Exercise objective> Within the listing below, show every line that contains the word "image".

Source material: Begin

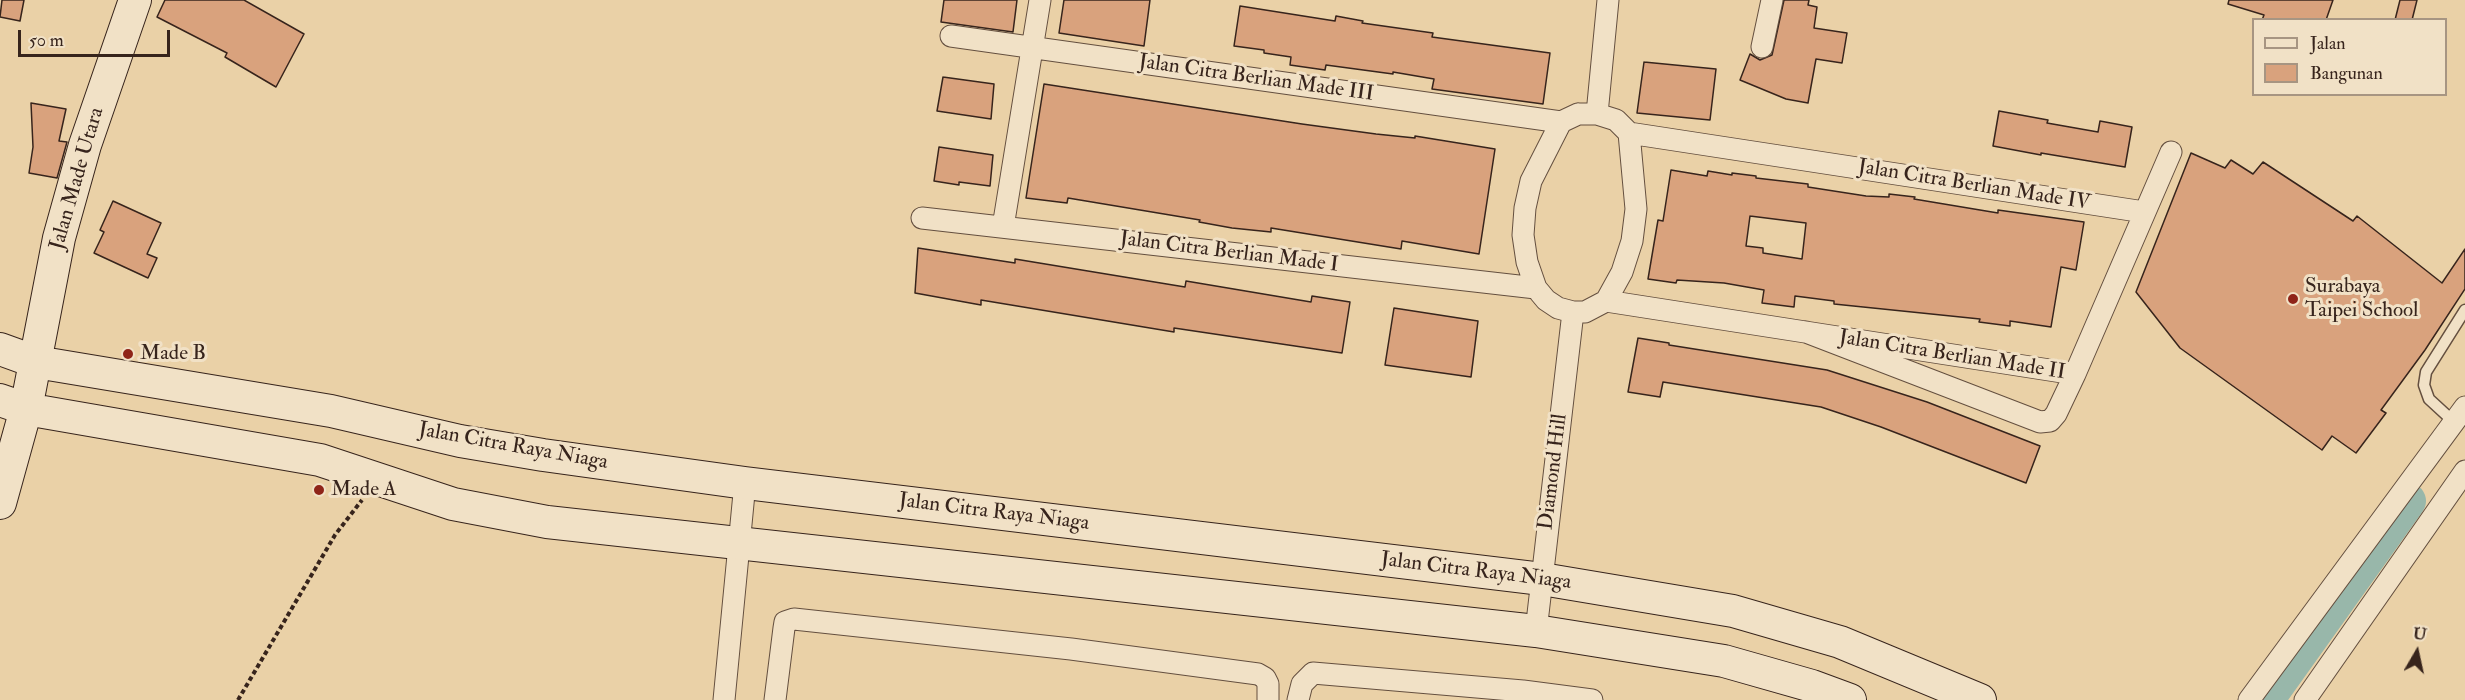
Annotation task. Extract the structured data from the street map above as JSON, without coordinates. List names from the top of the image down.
{
  "streets": {
    "street": [
      "Jalan Citra Berlian Made III",
      "Jalan Made Utara",
      "Jalan Citra Berlian Made IV",
      "Jalan Citra Berlian Made I",
      "Jalan Citra Berlian Made II",
      "Jalan Citra Raya Niaga",
      "Diamond Hill"
    ]
  },
  "crossings": [
    ["Jalan Made Utara", "Jalan Citra Raya Niaga"],
    ["Jalan Citra Raya Niaga", "Diamond Hill"]
  ],
  "places": ["Surabaya Taipei School", "Made B", "Made A"],
  "legend": ["Jalan", "Bangunan"],
  "scale_bar": "50 m",
  "north": "top"
}
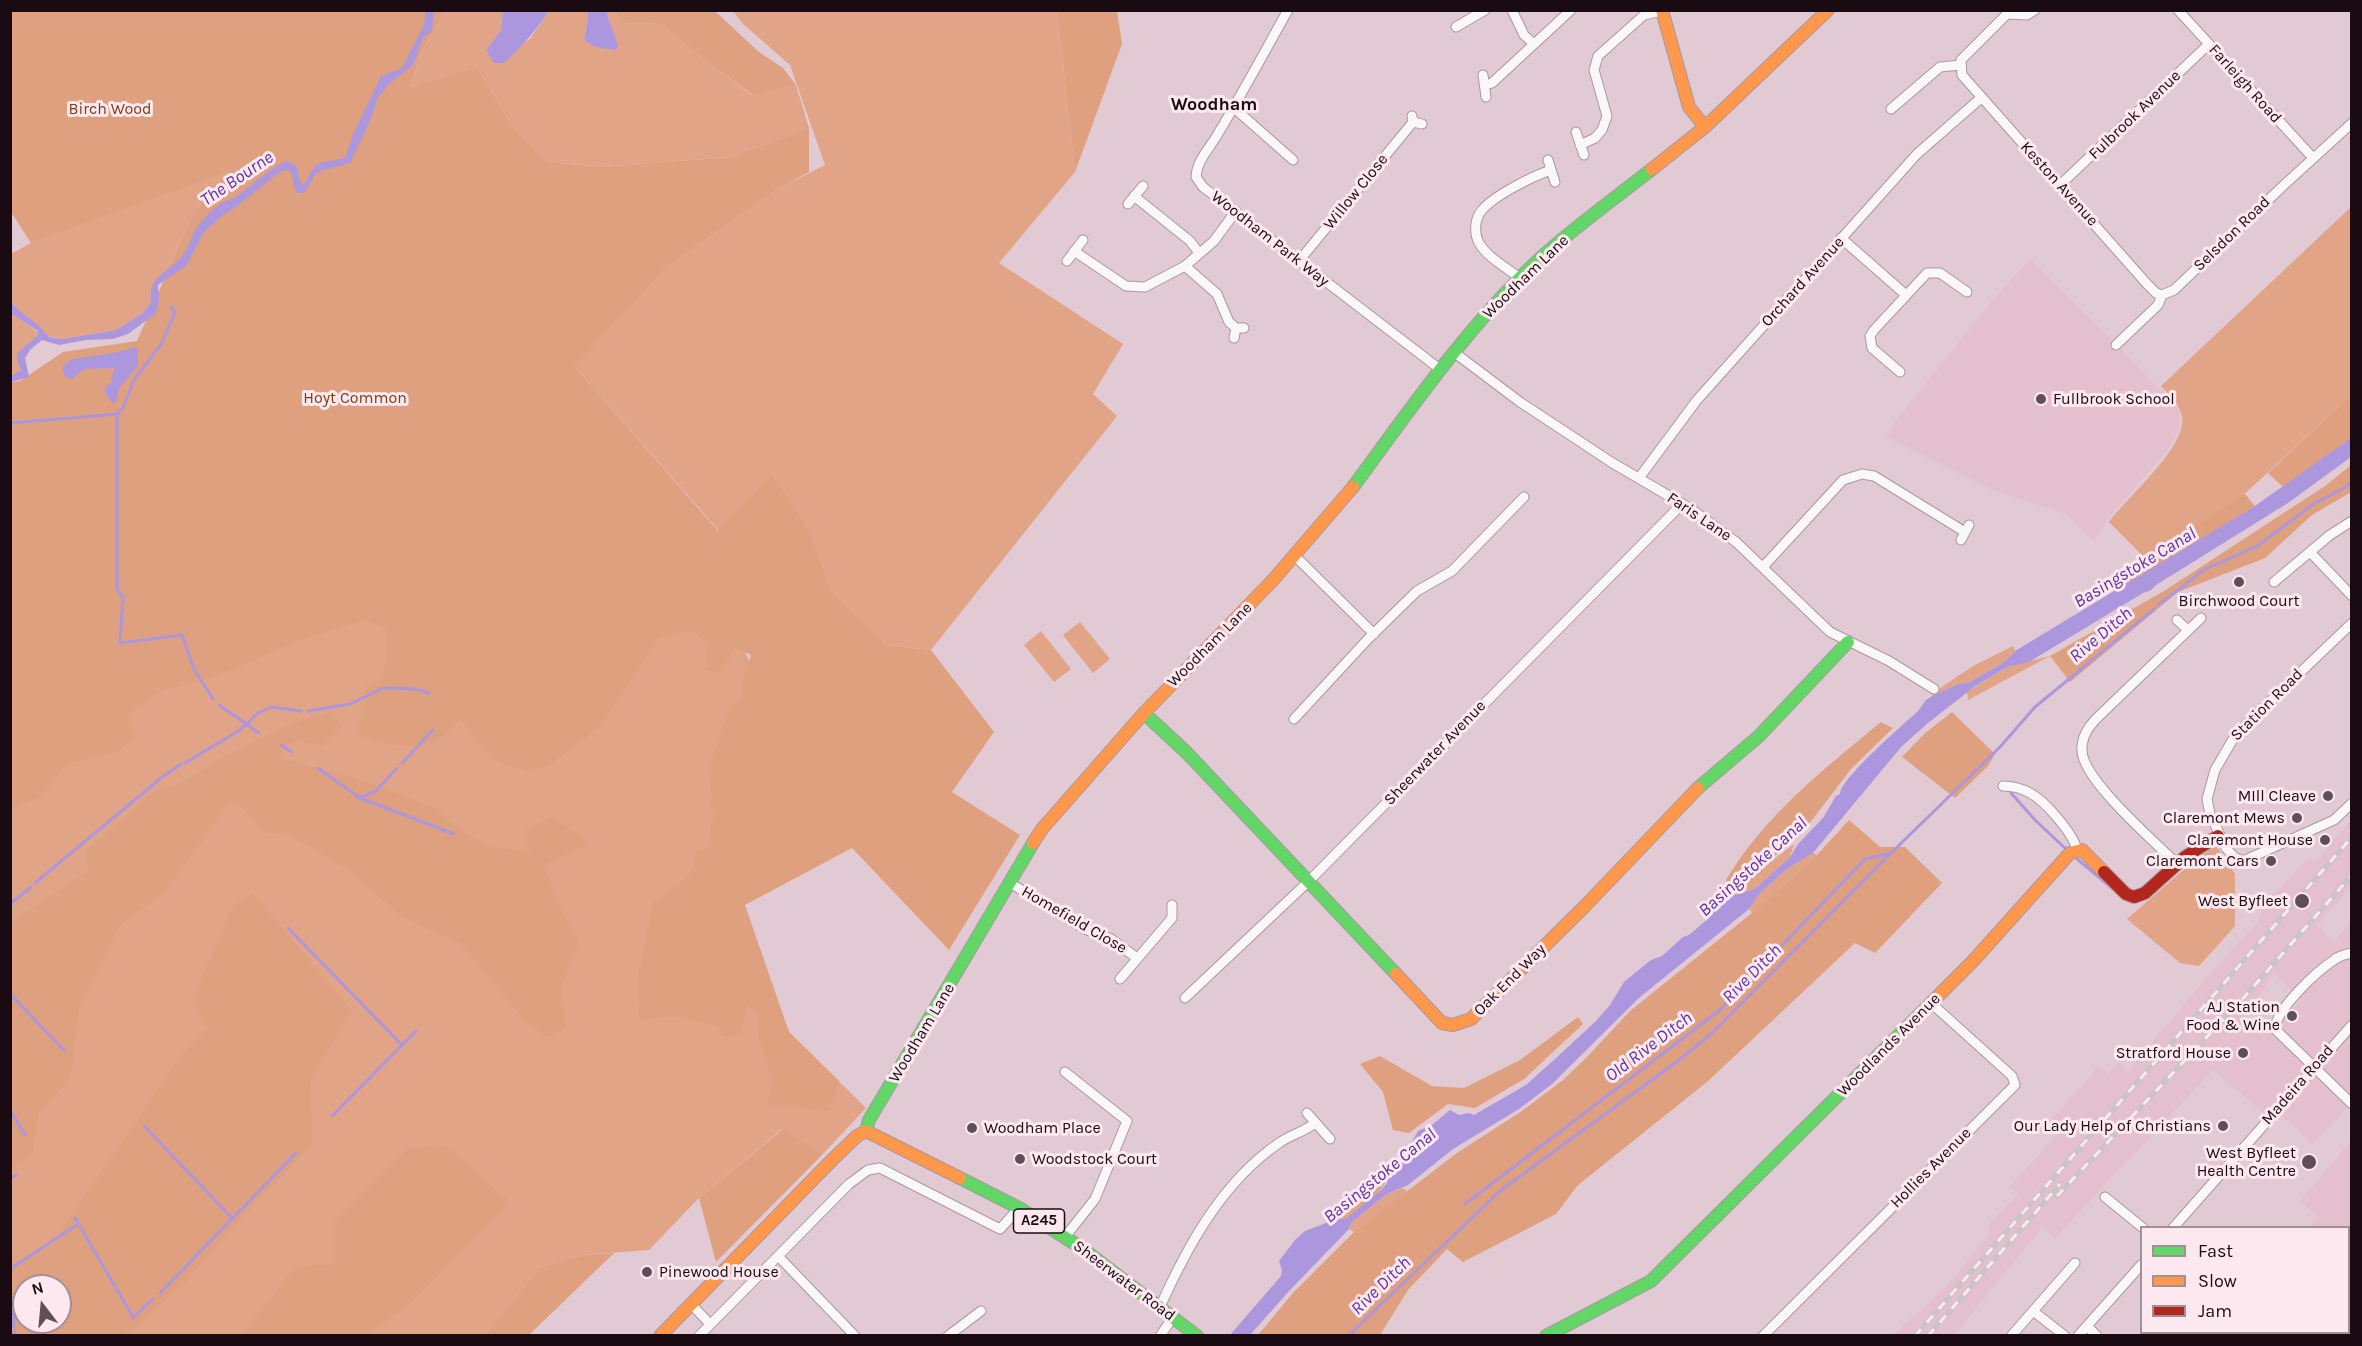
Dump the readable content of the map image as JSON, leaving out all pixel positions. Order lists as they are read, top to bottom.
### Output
{
  "streets": {
    "main road": [
      "Woodham Lane",
      "Oak End Way",
      "Woodlands Avenue",
      "A245",
      "Sheerwater Road"
    ],
    "street": [
      "Farleigh Road",
      "Fulbrook Avenue",
      "Keston Avenue",
      "Willow Close",
      "Selsdon Road",
      "Woodham Park Way",
      "Orchard Avenue",
      "Faris Lane",
      "Station Road",
      "Sheerwater Avenue",
      "Homefield Close",
      "Madeira Road",
      "Hollies Avenue"
    ]
  },
  "crossings": [
    ["Farleigh Road", "Fulbrook Avenue"],
    ["Farleigh Road", "Selsdon Road"],
    ["Fulbrook Avenue", "Keston Avenue"],
    ["Keston Avenue", "Selsdon Road"],
    ["Keston Avenue", "Orchard Avenue"],
    ["Willow Close", "Woodham Park Way"],
    ["Woodham Park Way", "Woodham Lane"],
    ["Woodham Lane", "Faris Lane"],
    ["Woodham Lane", "Homefield Close"],
    ["Woodham Lane", "Oak End Way"],
    ["Woodham Lane", "Sheerwater Road"],
    ["Orchard Avenue", "Faris Lane"],
    ["Faris Lane", "Sheerwater Avenue"],
    ["Faris Lane", "Oak End Way"],
    ["Sheerwater Avenue", "Oak End Way"],
    ["Woodlands Avenue", "Hollies Avenue"]
  ],
  "districts": ["Woodham"],
  "water": [
    "The Bourne",
    "Basingstoke Canal",
    "Rive Ditch",
    "Old Rive Ditch"
  ],
  "parks": ["Birch Wood", "Hoyt Common"],
  "places": [
    "Fullbrook School",
    "Birchwood Court",
    "MIll Cleave",
    "Claremont Mews",
    "Claremont House",
    "Claremont Cars",
    "West Byfleet",
    "AJ Station Food & Wine",
    "Stratford House",
    "Our Lady Help of Christians",
    "Woodham Place",
    "Woodstock Court",
    "West Byfleet Health Centre",
    "Pinewood House"
  ],
  "legend": ["Fast", "Slow", "Jam"],
  "north": "top"
}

Source material: End

The completed task>
Annotation task. Extract the structured data from the street map above as JSON, without coordinates. List names from the top of the image down.
Dump the readable content of the map image as JSON, leaving out all pixel positions. Order lists as they are read, top to bottom.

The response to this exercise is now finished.